First starting as Honolua Ranch (1912,) then Baldwin Packers (1914,) this area was home to the largest producer of private label pineapple and pineapple juice in the nation.
After mergers and other name changes, in 1969, Maui Land & Pineapple Company, Inc (ML&P) was created; then, the largest employer on the island of Maui.
In 1974, ML&P carved out 1,650-acres of its nearly 22,000-acres to form a wholly-owned subsidiary, Kapalua Land Company. That year, the master-planned community that makes up the Kapalua Resort (with five white sand beaches) was approved by Maui County.
In 1978, the Kapalua Bay Hotel opened, beginning the change of the former ranch and pineapple lands at Honokahua into a world-class destination resort complex.

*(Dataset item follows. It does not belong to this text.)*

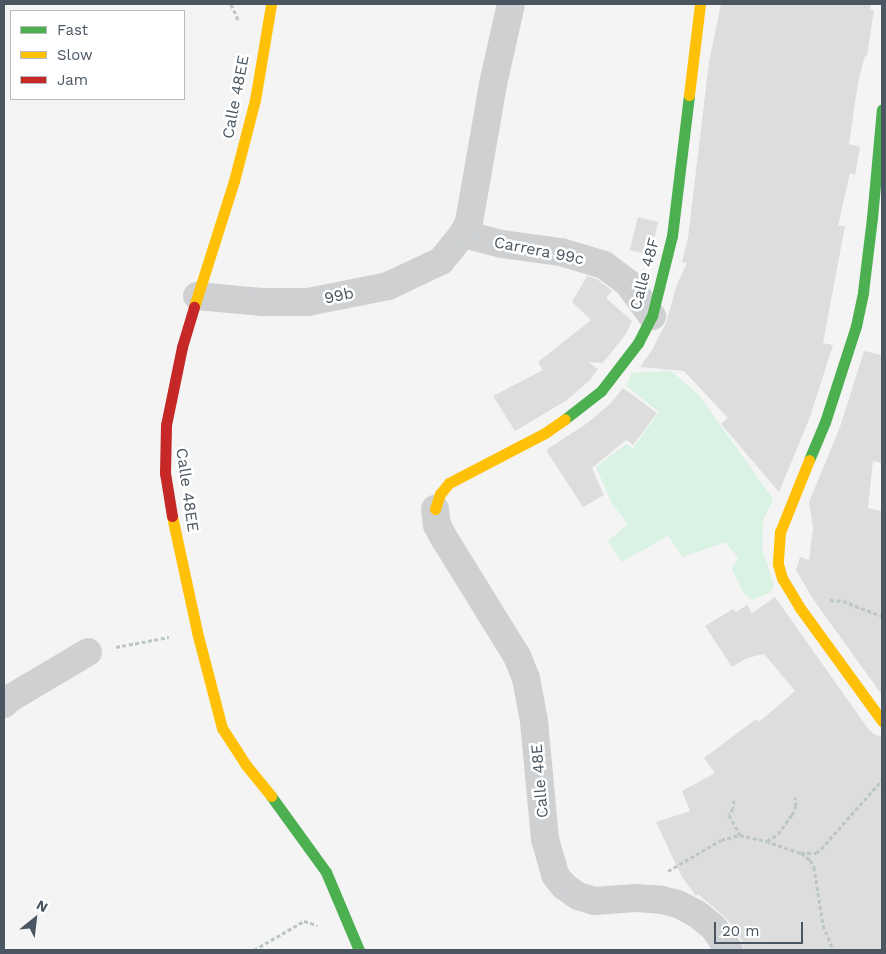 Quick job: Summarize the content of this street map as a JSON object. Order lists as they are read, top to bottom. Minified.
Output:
{"streets":{"street":["Calle 48EE","Carrera 99c","Calle 48F","99b","Calle 48E"]},"crossings":[["Calle 48EE","99b"],["Carrera 99c","Calle 48F"],["Carrera 99c","99b"],["Calle 48F","Calle 48E"]],"legend":["Fast","Slow","Jam"],"scale_bar":"20 m","north":"top right"}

In 1987, during the excavation and construction of the Ritz Carlton hotel within the Kapalua Resort, hundreds of native Hawaiian burials were discovered on the planned hotel site.
The scope of the burial site, combined with growing Native Hawaiian consciousness, mobilized protesters. Native Hawaiians and supporters rallied at Honokahua, and in late-1988 at the state Capitol, finally halting the burial disturbance. The hotel was built farther inland. (Honolulu Advertiser)
The Hui Alanui O Makena filed for a contested case hearing; eventually a plan was devised in September 1989 for the proper reburial of more than 900-native Hawaiian bodies disinterred. (Aoude)
Associated with that, the state paid $6-million for a perpetual preservation easement and restoration of the burial site. A 14-acre site is now a historical and cultural landmark.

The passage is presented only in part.